Axial spondyloarthritis is often associated with a series of co-morbidities and extra-articular manifestations, including cardiovascular risk, inflammatory bowel disease, and uveitis. Increase in the number of approved biosimilars and rise in prevalence of axial spondyloarthritis are projected to drive the global axial spondyloarthritis treatment market during the forecast period. However, high cost of biologics is anticipated to restrain the global axial spondyloarthritis treatment market. Biologics are expensive due to lengthy testing and manufacturing processes and high investment required for research and development.
The global axial spondyloarthritis treatment market can be segmented based on class of drug and end-user. In terms of class of drug, the global axial spondyloarthritis treatment market can be categorized into non-steroidal anti-inflammatory drugs (NSAID), TNFα inhibitors, and conventional disease modifying anti-rheumatic drugs & glucocorticoids. Non-steroidal anti-inflammatory drugs (NSAIDs) are highly effective and most commonly used in the treatment of axial spondyloarthritis. Based on end-user, the global axial spondyloarthritis treatment market can be classified into hospitals, clinics, and academic research institutes.

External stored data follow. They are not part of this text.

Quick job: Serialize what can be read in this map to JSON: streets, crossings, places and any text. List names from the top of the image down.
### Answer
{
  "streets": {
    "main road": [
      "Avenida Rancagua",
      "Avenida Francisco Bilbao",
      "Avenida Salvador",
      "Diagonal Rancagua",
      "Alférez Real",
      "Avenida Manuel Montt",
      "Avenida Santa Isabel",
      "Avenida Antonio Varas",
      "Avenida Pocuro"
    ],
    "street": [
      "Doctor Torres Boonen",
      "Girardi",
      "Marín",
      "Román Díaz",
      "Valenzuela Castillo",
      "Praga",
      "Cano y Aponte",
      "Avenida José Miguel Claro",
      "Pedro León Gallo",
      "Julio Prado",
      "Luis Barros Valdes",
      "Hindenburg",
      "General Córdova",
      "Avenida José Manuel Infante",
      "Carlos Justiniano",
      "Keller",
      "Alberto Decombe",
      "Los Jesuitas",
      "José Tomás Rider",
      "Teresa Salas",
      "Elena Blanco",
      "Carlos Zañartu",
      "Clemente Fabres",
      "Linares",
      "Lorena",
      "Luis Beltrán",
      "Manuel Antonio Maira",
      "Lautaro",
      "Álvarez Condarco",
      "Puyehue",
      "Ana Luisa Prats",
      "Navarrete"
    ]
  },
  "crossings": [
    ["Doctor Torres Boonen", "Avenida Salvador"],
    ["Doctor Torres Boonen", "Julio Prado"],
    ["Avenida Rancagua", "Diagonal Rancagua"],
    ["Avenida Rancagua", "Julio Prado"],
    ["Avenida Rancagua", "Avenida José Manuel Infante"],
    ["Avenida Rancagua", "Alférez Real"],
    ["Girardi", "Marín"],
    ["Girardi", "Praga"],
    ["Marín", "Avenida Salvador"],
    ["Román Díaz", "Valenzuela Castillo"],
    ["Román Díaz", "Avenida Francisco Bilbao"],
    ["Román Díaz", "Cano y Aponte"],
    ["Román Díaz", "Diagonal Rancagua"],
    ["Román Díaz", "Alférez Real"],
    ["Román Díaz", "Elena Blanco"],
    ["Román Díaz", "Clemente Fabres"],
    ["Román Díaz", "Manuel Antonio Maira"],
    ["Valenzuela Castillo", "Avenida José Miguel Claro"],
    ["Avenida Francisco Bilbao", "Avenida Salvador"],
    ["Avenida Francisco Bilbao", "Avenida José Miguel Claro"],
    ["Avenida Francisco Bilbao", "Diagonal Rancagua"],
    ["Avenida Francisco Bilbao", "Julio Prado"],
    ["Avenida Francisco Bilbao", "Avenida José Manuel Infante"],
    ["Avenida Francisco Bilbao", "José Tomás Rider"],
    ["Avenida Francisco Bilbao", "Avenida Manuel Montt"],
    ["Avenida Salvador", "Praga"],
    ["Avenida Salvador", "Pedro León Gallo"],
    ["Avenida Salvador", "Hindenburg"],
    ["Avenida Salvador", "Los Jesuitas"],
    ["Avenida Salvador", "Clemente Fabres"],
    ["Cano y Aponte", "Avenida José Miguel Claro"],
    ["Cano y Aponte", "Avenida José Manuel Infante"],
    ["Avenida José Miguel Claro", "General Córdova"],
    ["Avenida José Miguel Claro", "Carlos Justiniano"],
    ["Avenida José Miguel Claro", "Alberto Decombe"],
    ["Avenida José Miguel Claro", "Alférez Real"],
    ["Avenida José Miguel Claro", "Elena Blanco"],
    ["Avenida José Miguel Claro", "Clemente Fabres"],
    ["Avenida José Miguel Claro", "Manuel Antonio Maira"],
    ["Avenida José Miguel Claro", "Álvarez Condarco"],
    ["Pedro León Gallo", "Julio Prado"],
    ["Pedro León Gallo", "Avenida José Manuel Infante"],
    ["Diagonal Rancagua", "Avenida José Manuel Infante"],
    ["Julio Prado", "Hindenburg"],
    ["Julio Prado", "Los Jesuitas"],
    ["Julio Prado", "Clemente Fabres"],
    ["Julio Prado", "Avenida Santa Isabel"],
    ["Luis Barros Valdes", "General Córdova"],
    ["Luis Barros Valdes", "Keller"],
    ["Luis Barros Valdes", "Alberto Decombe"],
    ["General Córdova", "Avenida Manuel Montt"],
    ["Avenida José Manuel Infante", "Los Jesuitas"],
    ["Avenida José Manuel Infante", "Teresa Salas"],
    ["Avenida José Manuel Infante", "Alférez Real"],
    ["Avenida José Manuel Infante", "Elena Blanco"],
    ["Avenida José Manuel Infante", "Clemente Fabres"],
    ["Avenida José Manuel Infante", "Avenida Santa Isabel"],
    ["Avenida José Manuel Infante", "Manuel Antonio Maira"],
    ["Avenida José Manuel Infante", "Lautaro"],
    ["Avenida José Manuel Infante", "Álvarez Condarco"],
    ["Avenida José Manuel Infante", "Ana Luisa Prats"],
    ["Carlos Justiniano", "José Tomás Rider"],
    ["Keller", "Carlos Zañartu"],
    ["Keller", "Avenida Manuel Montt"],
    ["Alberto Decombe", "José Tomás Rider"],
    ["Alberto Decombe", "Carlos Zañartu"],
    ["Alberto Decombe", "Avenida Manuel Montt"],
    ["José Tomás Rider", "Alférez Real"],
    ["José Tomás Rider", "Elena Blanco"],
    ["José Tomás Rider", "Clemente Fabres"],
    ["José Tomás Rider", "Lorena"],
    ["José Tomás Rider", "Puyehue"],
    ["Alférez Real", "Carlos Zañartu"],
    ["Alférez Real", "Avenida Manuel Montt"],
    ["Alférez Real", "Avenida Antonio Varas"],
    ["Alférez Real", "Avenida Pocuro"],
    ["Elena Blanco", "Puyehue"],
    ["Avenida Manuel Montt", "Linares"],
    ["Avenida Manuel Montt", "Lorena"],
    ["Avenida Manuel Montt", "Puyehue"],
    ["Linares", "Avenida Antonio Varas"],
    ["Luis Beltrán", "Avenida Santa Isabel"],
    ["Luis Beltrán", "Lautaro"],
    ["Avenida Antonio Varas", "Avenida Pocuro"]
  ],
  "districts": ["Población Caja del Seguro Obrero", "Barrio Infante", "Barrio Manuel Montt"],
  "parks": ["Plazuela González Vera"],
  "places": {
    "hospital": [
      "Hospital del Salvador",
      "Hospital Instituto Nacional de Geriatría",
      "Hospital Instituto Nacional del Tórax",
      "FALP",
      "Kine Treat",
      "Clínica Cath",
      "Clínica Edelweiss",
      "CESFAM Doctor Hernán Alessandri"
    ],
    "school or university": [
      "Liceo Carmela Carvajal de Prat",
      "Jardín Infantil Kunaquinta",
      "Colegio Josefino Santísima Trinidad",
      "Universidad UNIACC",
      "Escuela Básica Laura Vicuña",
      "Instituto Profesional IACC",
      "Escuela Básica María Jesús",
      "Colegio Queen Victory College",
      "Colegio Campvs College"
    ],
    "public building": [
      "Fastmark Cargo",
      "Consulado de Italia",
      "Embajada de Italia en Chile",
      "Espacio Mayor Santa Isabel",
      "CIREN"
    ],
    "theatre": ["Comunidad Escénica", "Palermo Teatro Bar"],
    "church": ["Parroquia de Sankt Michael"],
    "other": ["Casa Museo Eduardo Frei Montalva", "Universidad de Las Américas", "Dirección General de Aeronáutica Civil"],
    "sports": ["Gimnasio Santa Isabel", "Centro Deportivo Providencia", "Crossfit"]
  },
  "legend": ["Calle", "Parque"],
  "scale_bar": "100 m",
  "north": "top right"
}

In terms of region, the global axial spondyloarthritis treatment market can be segmented into North America, Asia Pacific, Europe, Latin America, and Middle East & Africa. North America is projected to lead the global axial spondyloarthritis treatment market during the forecast period. The region’s dominance is attributed to higher percentage of total income spent on health care compared to other economies, appropriate reimbursement, and high awareness. Asia Pacific is anticipated to be the fastest growing axial spondyloarthritis treatment market owing to increase in the geriatric population, large population, and improving health care infrastructure.
Key players operating in the global axial spondyloarthritis treatment market are Abbott Laboratories, GlaxoSmithKline plc, UCB Biosciences GmbH, Pfizer, Inc., Merck & Co., Inc., AbbVie, Inc., Johnson and Johnson, AstraZeneca plc, Eli Lilly and Company, and Novartis AG.